Sunday, September 11, 2011

We Will Remember: 9/11/2011

I was naïve, a brand new freshman in college with my entire life ahead of me and an afternoon anthropology class looming in my immediate future. I had just finished my early morning College Algebra class; its complicated formulas and mile-long equations were the biggest challenge in my life at that moment.

Four months had passed since my high school graduation, and I had taken the first steps towards making my childhood dreams come true. I was enrolled in the University of West Georgia, pursuing a degree in English, naïve, innocent, and enjoying the first few freedoms of college and being an adult.

The drive home from my morning class was an easy one. I cut through country roads to get back to Bremen in just under twenty minutes. I had a few hours to study and work on Algebra homework before having to go back. I had my radio tuned to my favorite station, fully expecting to enjoy a little music on my drive and to forget about the evilness of math for just a few moments. 

Instead, I was introduced to a new kind of evil.

The radio wasn’t playing music. Not any station. Frantic voices were detailing a frantic message. New York City was under attack. The United States was under attack.

I was naïve alright. I had been raised in a nation that was strong and proud, that didn’t have to worry about things like random attacks from foreign countries. I would never be so naïve about such things again. The bubble I’d lived in for so long had been popped.

Fear paralyzed me. What did this mean? Was my family in danger? Was this just the start of something more? The reports at this point were sketchy at best. No one seemed to know what was going on and that only scared me more. I remember calling my mom, begging her for an explanation of what was going on. In my experience, my parents always knew the answers, but this time, even she was confused and frightened. 

When I got home, I turned the television on and witnessed pure horror. I don’t have to describe what I saw because many of you saw the same thing. You watched along with me as the devastation unfolded before our eyes.

I wasn’t the only one with my entire life ahead of me on that warm September day. Thousands of others had their entire lives ahead of them as well, and their bright, beautiful futures were stolen from them without a thought.

Ten years have passed since that September day. The words that became a mantra during that trying time for our country ring true to this day: We Will Remember. And we have. We have remembered the bravery of so many of our fellow countrymen (and women).

We have remembered the courage displayed in simple ways, the kindness of stranger reaching out to stranger to offer comfort and compassion, a helping hand. We have remembered the lives lost, the souls taken away from us: a brother, a wife, a beloved child, a mother and father, a friend. We remember them because remembering them keeps them alive in our hearts; it means they didn’t die in vain.

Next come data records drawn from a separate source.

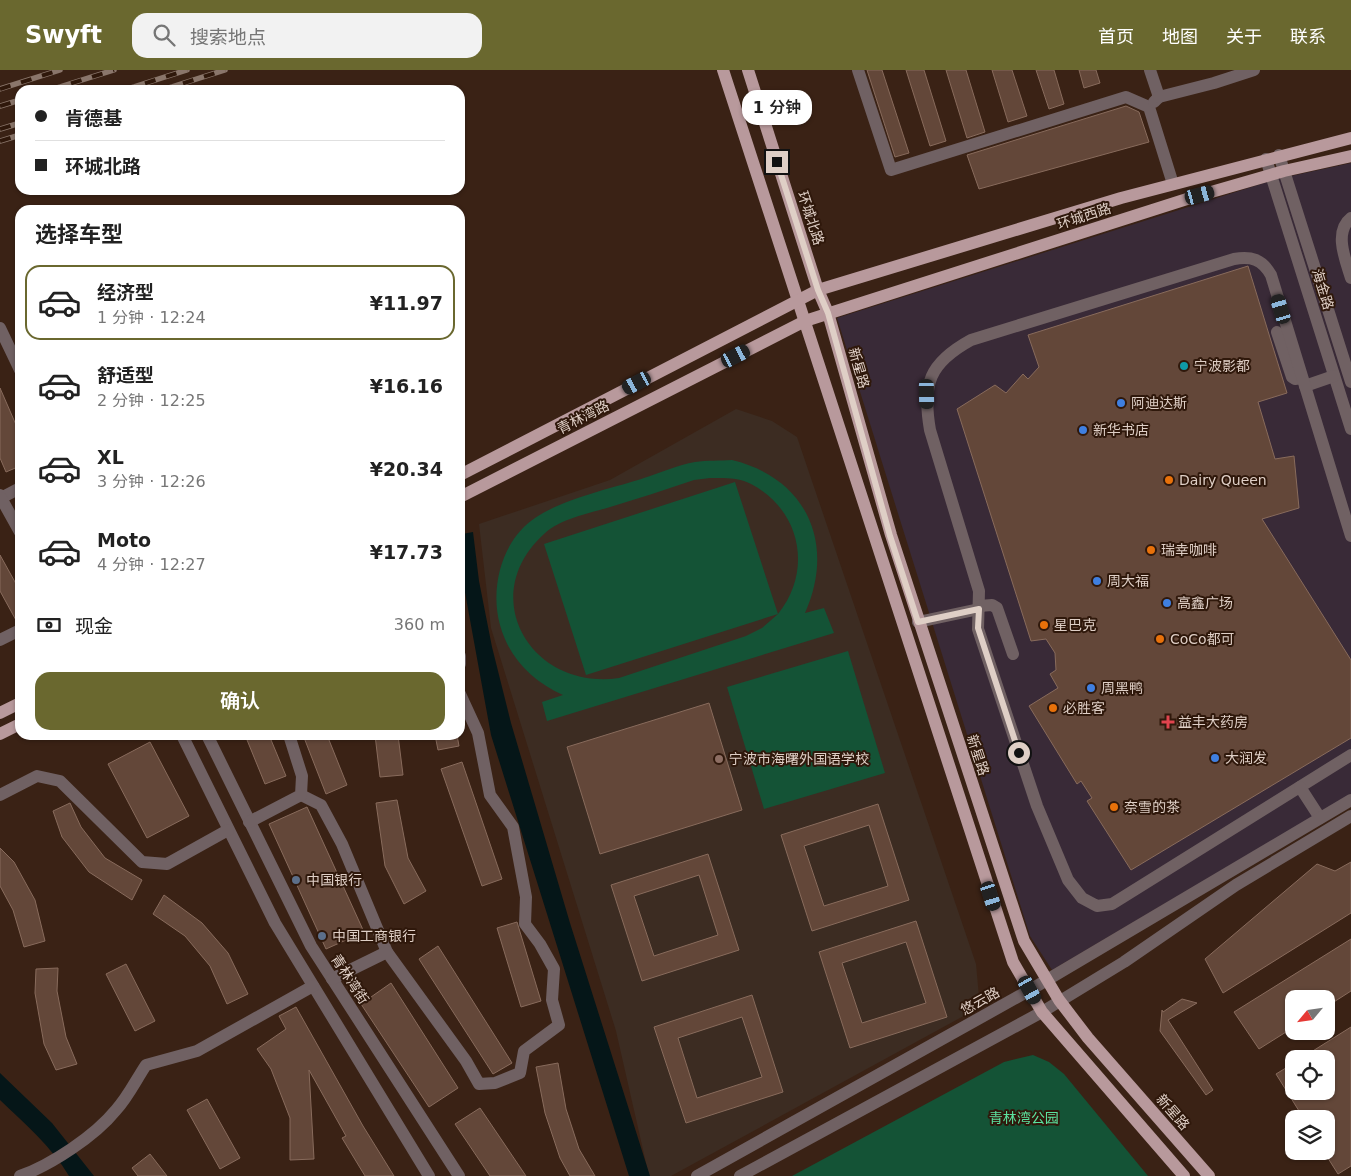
<!DOCTYPE html>
<html lang="zh">
<head>
<meta charset="utf-8">
<style>
  body { margin:0; font-family:"DejaVu Sans","Noto Sans SC",sans-serif; background:#f2f2f2; color:#222; height:100vh; display:flex; flex-direction:column; font-size:19px; white-space:nowrap }
  * { box-sizing:border-box; margin:0 }
  p { font-size:16px; color:#767676 }
  .icon { flex:none; width:28px; height:28px; fill:none; stroke:currentColor; stroke-width:2; stroke-linecap:round; stroke-linejoin:round }
  .map { position:relative; flex:1; overflow:hidden }
  .details { position:absolute; left:15px; top:135px; width:450px; height:535px; display:flex; flex-direction:column; background:#fff; border-radius:15px; box-shadow:0 1px 4px #0004 }
  .details>* { flex:none }
  .banner { position:absolute; left:15px; top:15px; width:450px; height:110px; border-radius:15px; box-shadow:0 1px 4px #0004; display:grid; align-content:center; height:110px; padding:0 20px; background:#fff }
  .needle { width:32px; rotate:241deg }
  .fabs { position:absolute; left:1285px; top:920px; display:grid; gap:10px }
  .fabs a { display:grid; place-items:center; width:50px; height:50px; border-radius:10px; background:#fff; box-shadow:0 1px 4px #0004; font-size:25px }
  .end { position:absolute; width:22px; height:22px; margin:-11px; border:6px solid #dfcfc6; background:#111; box-shadow:0 0 0 2px #111 }
  .from { border-radius:50% }
  .bubble { position:absolute; height:35px; border-radius:15px; background:#fff; box-shadow:0 1px 4px #0004; font-size:16px; font-weight:600; line-height:35px; text-align:center }
  .car { position:absolute; width:15px; height:30px; margin:-15px -8px; border-radius:6px; box-shadow:0 0 4px 1px #0007; background:linear-gradient(#222 24%,#8ab4d8 0 40%,#222 0 76%,#8ab4d8 0 86%,#222 0) }
  .banner b { display:flex; align-items:center; gap:18px; height:48px; font-size:19px }
  .banner b+b { border-top:1px solid #e0e0e0 }
  .banner i { width:12px; height:12px; background:#222 }
  ul { padding:0; list-style:none }
  li { display:flex; align-items:center; gap:15px; height:75px; margin:0 10px 8px; padding:0 10px; border:2px solid transparent; border-radius:15px }
  li div { flex:1 }
  li b { display:block; font-size:19px }
  li em { font-style:normal; font-weight:600 }
  li.active { border-color:#6a682f }
  li>.icon { width:45px; height:45px; stroke-width:1.5 }
  h2 { padding:0 20px; font-size:22px; line-height:60px }
  .pay { display:flex; align-items:center; gap:12px; height:55px; padding:0 20px; font-size:19px }
  .pay p { margin-inline-start:auto }
  .action { display:flex; gap:10px; margin-top:auto; padding:10px 20px }
  .action a { flex:1; height:58px; border-radius:15px; background:#6a682f; color:#fff; font-size:20px; font-weight:600; line-height:58px; text-align:center }
  header { display:flex; align-items:center; gap:30px; box-sizing:border-box; height:70px; padding:0 25px; background:#6a682f; color:#fff }
  header strong { font-size:24px }
  nav { display:flex; gap:28px; margin-inline-start:auto; font-size:18px }
  .search { width:350px; height:45px; background:#f2f2f2; display:flex; align-items:center; gap:12px; box-sizing:border-box; padding:0 18px; border-radius:15px; color:#767676; font-size:19px }
  .map>svg:first-child { display:block }
</style>
</head>
<body>
<header>
<strong>Swyft</strong>
<div class="search"><svg class="icon" aria-label="search" viewBox="0 0 24 24"><circle cx="10" cy="10" r="6"/><path d="M15 15l6 6"/></svg>搜索地点</div>
<nav><a>首页</a><a>地图</a><a>关于</a><a>联系</a></nav>
</header>
<div class="map">
<svg width="1351" height="1106" viewBox="0 0 1351 1106">
  <rect width="100%" height="100%" fill="#3a2215"/>
  <path fill="#392a37" d="M1351 93V724L1052 900 1030 866 837 248 1277 109Z"/>
  <path fill="#3c2c22" d="M736 339 772 351 797 367 976 894 979 927 969 943 671 1106H649L616 961 491 558 479 454 610 410Z"/>
  <g fill="#145336" fill-rule="evenodd">
    <path d="M732 390C807 408 836 474 805 543L824 538 834 563 547 651 542 632 563 625C532 611 509 588 500 555 491 523 499 483 522 459 548 431 608 420 644 408 660 403 678 395 695 392 707 390 720 391 732 390ZM710 408C724 408 738 407 751 414 801 440 813 501 778 544L735 412 544 474 586 605 778 544 762 558 746 566 619 608C532 621 475 527 544 464 560 449 586 444 607 438 636 429 665 420 694 410Z"/>
    <path d="M848 581 885 703 764 739 727 617Z"/>
    <path d="M1033 985 1049 992 1064 1004 1148 1106H792L1004 992Z"/>
  </g>
  <g fill="#051618">
    <path d="M473 462 479 511 492 577 511 653 570 853 650 1106H629L491 665 460 495V468L462 464Z"/>
    <path d="M0 1003 52 1053 94 1106H69C52 1077 24 1053 0 1030Z"/>
  </g>
  <g fill="#634739" stroke="#886b5c" fill-rule="evenodd">
    <path d="M867 0H882L909 83 895 87Z"/>
    <path d="M906 0H924L946 71 930 76Z"/>
    <path d="M946 0H966L985 62 967 68Z"/>
    <path d="M992 0H1012L1027 46 1008 52Z"/>
    <path d="M1036 0H1054L1064 34 1049 39Z"/>
    <path d="M1079 0H1096L1100 13 1084 18Z"/>
    <path d="M1126 36 1139 42 1149 72 979 119 967 85Z"/>
    <path d="M1248 196 1287 323 1258 332 1275 389 1294 386 1299 438 1262 449 1351 590V668L1131 800 1087 731 1092 728 1081 711 1077 714 1029 636 1058 618 1050 604 1056 600 1055 583 1046 569 1031 571 957 339 995 315 1006 323 1023 304 1028 309 1039 297 1028 265Z"/>
    <path d="M0 318 20 364V396L6 402 0 388Z"/>
    <path d="M0 485 20 521V552H17L0 521Z"/>
    <path d="M709 633 742 740 600 784 567 677Z"/>
    <path d="M245 665H269L286 706 265 714Z"/>
    <path d="M303 665H327L347 715 326 724Z"/>
    <path d="M375 665H398L403 705 380 707Z"/>
    <path d="M435 665H457L459 676 438 680Z"/>
    <path d="M150 672 189 746 147 768 108 694Z"/>
    <path d="M462 692 502 809 482 816 441 699Z"/>
    <path d="M397 730 408 788 426 821 404 834 385 796 376 733Z"/>
    <path d="M70 733 81 757 105 788 142 810 132 830 89 802 62 767 53 741Z"/>
    <path d="M878 734 909 830 812 861 781 765ZM869 755 888 816 824 836 804 776Z"/>
    <path d="M307 737 364 862 326 879 269 754Z"/>
    <path d="M0 778 14 792 35 830 45 871 24 877 13 840 0 816Z"/>
    <path d="M708 784 739 880 642 911 611 815ZM699 805 718 865 654 886 634 826Z"/>
    <path d="M1351 792V843L1223 923 1205 889 1317 794 1335 801Z"/>
    <path d="M164 825 202 853 228 883 248 924 227 934 210 896 185 866 153 844Z"/>
    <path d="M916 851 947 947 850 978 819 882ZM906 872 926 933 862 953 842 893Z"/>
    <path d="M517 852 541 931 521 937 497 858Z"/>
    <path d="M1351 869V921L1326 937V929H1294V957L1259 979 1234 942Z"/>
    <path d="M438 876 512 993 493 1004 419 889Z"/>
    <path d="M126 894 155 951 135 961 106 904Z"/>
    <path d="M58 898 57 921 66 967 77 994 56 1000 44 974 35 923 36 899Z"/>
    <path d="M391 913 458 1018 429 1037 361 934Z"/>
    <path d="M752 925 783 1022 686 1053 654 957ZM742 947 762 1007 697 1028 678 968Z"/>
    <path d="M1182 929 1197 933 1168 950 1213 1020 1206 1025 1160 961 1162 940 1163 942Z"/>
    <path d="M296 937 363 1056 394 1106H365L342 1068 346 1066 309 1000 314 1089 290 1090V1048L271 999 257 979 286 959 279 946Z"/>
    <path d="M1351 957V1096L1338 1104 1326 1085V1049H1304L1276 1004 1294 993V1021H1326V989H1300Z"/>
    <path d="M558 993 566 1039 579 1079 595 1106H570L560 1088 545 1043 536 997Z"/>
    <path d="M207 1029 240 1088 220 1099 187 1040Z"/>
    <path d="M480 1038 526 1106H490L455 1054Z"/>
    <path d="M150 1084 167 1106H138L132 1098Z"/>
  </g>
  <g fill="none" stroke-linecap="round" stroke-linejoin="round">
    <g stroke="#706163" stroke-width="12">
      <path d="M858 0 891 100 1126 27 1149 37 1173 114"/>
      <path d="M1150 0 1159 27 1154 32"/>
      <path d="M1159 27 1214 13 1254 0"/>
      <path d="M1279 85 1351 312"/>
      <path d="M1266 89 1351 359"/>
      <path d="M1351 148C1333 162 1346 191 1351 208"/>
      <path d="M0 258 20 300"/>
      <path d="M1277 262 1292 307 1295 309 1302 308"/>
      <path d="M1305 316 1334 306"/>
      <path d="M0 425 1 428 20 418"/>
      <path d="M1 428 20 462"/>
      <path d="M1351 466 1271 205C1262 189 1251 186 1234 189L971 270C929 293 922 314 930 360L979 521 978 559 1037 736 1068 810 1082 828 1097 836 1112 834 1351 685"/>
      <path d="M979 536 992 535 997 538 1013 584"/>
      <path d="M918 552 979 539"/>
      <path d="M0 570 20 560"/>
      <path d="M460 586V594"/>
      <path d="M182 665 275 853 429 1106"/>
      <path d="M207 665 311 876 459 1106"/>
      <path d="M1300 717 1320 748"/>
      <path d="M0 725 37 706 60 711 142 792 167 794 228 760"/>
      <path d="M301 725 321 735 342 774 387 882"/>
      <path d="M249 752 301 725 302 706 289 665"/>
      <path d="M332 909 387 882 466 991 479 1014 495 1013 520 1003 524 981 559 955 552 930 554 899 540 874 525 854 526 827 513 757 490 725 478 663 460 624"/>
      <path d="M20 1106C51 1095 95 1066 116 1040 128 1027 136 1010 146 995L197 981 313 916"/>
      <path d="M697 1106 1030 920 1351 730"/>
      <path d="M740 1106 1042 942 1124 892 1236 815 1351 746"/>
    </g>
    <g stroke="#b8999c" stroke-width="12">
      <path d="M723 0 1013 892 1042 942 1184 1106"/>
      <path d="M748 0 818 220 828 243 891 465 1024 871 1059 930 1088 968 1209 1106"/>
      <path d="M460 405 818 220 1121 128 1351 68"/>
      <path d="M460 427 805 251 1187 129 1284 101 1351 86"/>
      <path d="M0 643 20 633"/>
      <path d="M0 664 20 654"/>
    </g>
    <g stroke="#8a766b" stroke-width="5.5">
      <g id="rail">
        <path d="M0 19 60 0"/>
        <path d="M50 20 114 0"/>
        <path d="M124 20 187 0"/>
        <path d="M162 20 225 0"/>
        <path d="M0 36 20 30"/>
        <path d="M0 59 20 53"/>
        <path d="M0 71 20 65"/>
      </g>
    </g>
    <use href="#rail" stroke="#2f180b" stroke-width="4" stroke-dasharray="11" stroke-linecap="butt"/>
  </g>
  <g fill="none" stroke-linecap="round" stroke-linejoin="round">
    <path stroke="#dfcfc6" stroke-width="6" d="M777 92 818 220 828 243 890 466 918 552 979 539 978 558 1019 683"/>
  </g>
  <circle fill="#0f9aa8" stroke="#2f180b" stroke-width="2" cx="1184" cy="296" r="5"/>
  <g fill="#3f7fe0" stroke="#2f180b" stroke-width="2">
    <circle cx="1121" cy="333" r="5"/>
    <circle cx="1083" cy="360" r="5"/>
    <circle cx="1097" cy="511" r="5"/>
    <circle cx="1167" cy="533" r="5"/>
    <circle cx="1091" cy="618" r="5"/>
    <circle cx="1215" cy="688" r="5"/>
  </g>
  <g fill="#e8710a" stroke="#2f180b" stroke-width="2">
    <circle cx="1169" cy="410" r="5"/>
    <circle cx="1151" cy="480" r="5"/>
    <circle cx="1044" cy="555" r="5"/>
    <circle cx="1160" cy="569" r="5"/>
    <circle cx="1053" cy="638" r="5"/>
    <circle cx="1114" cy="737" r="5"/>
  </g>
  <path fill="#e0444e" stroke="#2f180b" stroke-width="2" d="M1165.5 644.5h5v5h5v5h-5v5h-5v-5h-5v-5h5z"/>
  <circle fill="#8d6e63" stroke="#2f180b" stroke-width="2" cx="719" cy="689" r="5"/>
  <g fill="#5c6f8a" stroke="#2f180b" stroke-width="2">
    <circle cx="296" cy="810" r="5"/>
    <circle cx="322" cy="866" r="5"/>
  </g>
  <g text-anchor="middle" dominant-baseline="central" stroke-width="4" stroke-linejoin="round" paint-order="stroke">
    <g font-size="14" fill="#dfcfc6" stroke="#2f180b">
      <text transform="translate(1084 146) rotate(-18)">环城西路</text>
      <text transform="translate(811 148) rotate(72)">环城北路</text>
      <text transform="translate(1323 219) rotate(73)">海金路</text>
      <text transform="translate(859 298) rotate(74)">新星路</text>
      <text transform="translate(583 347) rotate(-27)">青林湾路</text>
      <text transform="translate(978 685) rotate(72)">新星路</text>
      <text transform="translate(350 909) rotate(57)">青林湾街</text>
      <text transform="translate(980 931) rotate(-29)">悠云路</text>
      <text transform="translate(1173 1042) rotate(49)">新星路</text>
    </g>
    <g font-size="14" fill="#dfcfc6" stroke="#2f180b" text-anchor="start">
      <text x="1194" y="296">宁波影都</text>
      <text x="1131" y="333">阿迪达斯</text>
      <text x="1093" y="360">新华书店</text>
      <text x="1179" y="410">Dairy Queen</text>
      <text x="1161" y="480">瑞幸咖啡</text>
      <text x="1107" y="511">周大福</text>
      <text x="1177" y="533">高鑫广场</text>
      <text x="1054" y="555">星巴克</text>
      <text x="1170" y="569">CoCo都可</text>
      <text x="1101" y="618">周黑鸭</text>
      <text x="1063" y="638">必胜客</text>
      <text x="1178" y="652">益丰大药房</text>
      <text x="1225" y="688">大润发</text>
      <text x="729" y="689">宁波市海曙外国语学校</text>
      <text x="1124" y="737">奈雪的茶</text>
      <text x="306" y="810">中国银行</text>
      <text x="332" y="866">中国工商银行</text>
    </g>
    <g font-size="14" fill="#5be29f" stroke="#2f180b">
      <text x="1024" y="1048">青林湾公园</text>
    </g>
  </g>
</svg>
<div class="fabs">
<a><svg class="needle" viewBox="-14 -14 28 28"><path d="M0-13l5 13h-10z" fill="#e53935"/><path d="M0 13l5-13h-10z" fill="#767676"/></svg></a>
<a><svg class="icon" aria-label="locate" viewBox="0 0 24 24"><circle cx="12" cy="12" r="6"/><path d="M12 2v4M12 18v4M2 12h4M18 12h4"/></svg></a>
<a><svg class="icon" aria-label="layers" viewBox="0 0 24 24"><path d="M12 4l9 5-9 5-9-5zM3 14l9 5 9-5"/></svg></a>
</div>
<i class="end from" style="left:1019px;top:683px"></i>
<i class="end" style="left:777px;top:92px"></i>
<div class="bubble" style="left:742px;top:20px;width:70px">1 分钟</div>
<i class="car" style="left:1200px;top:125px;rotate:75deg"></i>
<i class="car" style="left:1281px;top:239px;rotate:343deg"></i>
<i class="car" style="left:736px;top:286px;rotate:63deg"></i>
<i class="car" style="left:637px;top:313px;rotate:242deg"></i>
<i class="car" style="left:927px;top:324px;rotate:179deg"></i>
<i class="car" style="left:991px;top:826px;rotate:162deg"></i>
<i class="car" style="left:1030px;top:920px;rotate:151deg"></i>
<div class="banner">
<b><i class="from"></i>肯德基</b>
<b><i></i>环城北路</b>
</div>
<section class="details">
<h2>选择车型</h2>
<ul>
<li class="active"><svg class="icon" aria-label="car" viewBox="0 0 24 24"><path d="M5 17H2v-5l4-1 3-4h7l3 4 3 1v5h-3M9 17h6M6 11h13"/><circle cx="7" cy="17" r="2"/><circle cx="17" cy="17" r="2"/></svg><div><b>经济型</b><p>1 分钟 · 12:24</p></div><em>¥11.97</em></li>
<li><svg class="icon" aria-label="car" viewBox="0 0 24 24"><path d="M5 17H2v-5l4-1 3-4h7l3 4 3 1v5h-3M9 17h6M6 11h13"/><circle cx="7" cy="17" r="2"/><circle cx="17" cy="17" r="2"/></svg><div><b>舒适型</b><p>2 分钟 · 12:25</p></div><em>¥16.16</em></li>
<li><svg class="icon" aria-label="car" viewBox="0 0 24 24"><path d="M5 17H2v-5l4-1 3-4h7l3 4 3 1v5h-3M9 17h6M6 11h13"/><circle cx="7" cy="17" r="2"/><circle cx="17" cy="17" r="2"/></svg><div><b>XL</b><p>3 分钟 · 12:26</p></div><em>¥20.34</em></li>
<li><svg class="icon" aria-label="car" viewBox="0 0 24 24"><path d="M5 17H2v-5l4-1 3-4h7l3 4 3 1v5h-3M9 17h6M6 11h13"/><circle cx="7" cy="17" r="2"/><circle cx="17" cy="17" r="2"/></svg><div><b>Moto</b><p>4 分钟 · 12:27</p></div><em>¥17.73</em></li>
</ul>
<div class="pay"><svg class="icon" aria-label="cash" viewBox="0 0 24 24"><path d="M3 7h18v10H3z"/><circle cx="12" cy="12" r="2"/></svg>现金<p>360 m</p></div>
<div class="action"><a>确认</a></div>
</section>
</div>
</body>
</html>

We will always remember the attacks of September 11, 2001. We will remember them, and we will remember to never be naïve again, to never take for granted our freedom or our love of a proud and strong country.



This was in response to The Lightning and Lightning Bug Flicker on Inspiration Prompt: September. Come join us to link up and meet other great writers!

PS~ Happy Birthday to my wonderful husband Jeremy! Long before the attacks of September 11, 2001, September 11th was just his birthday.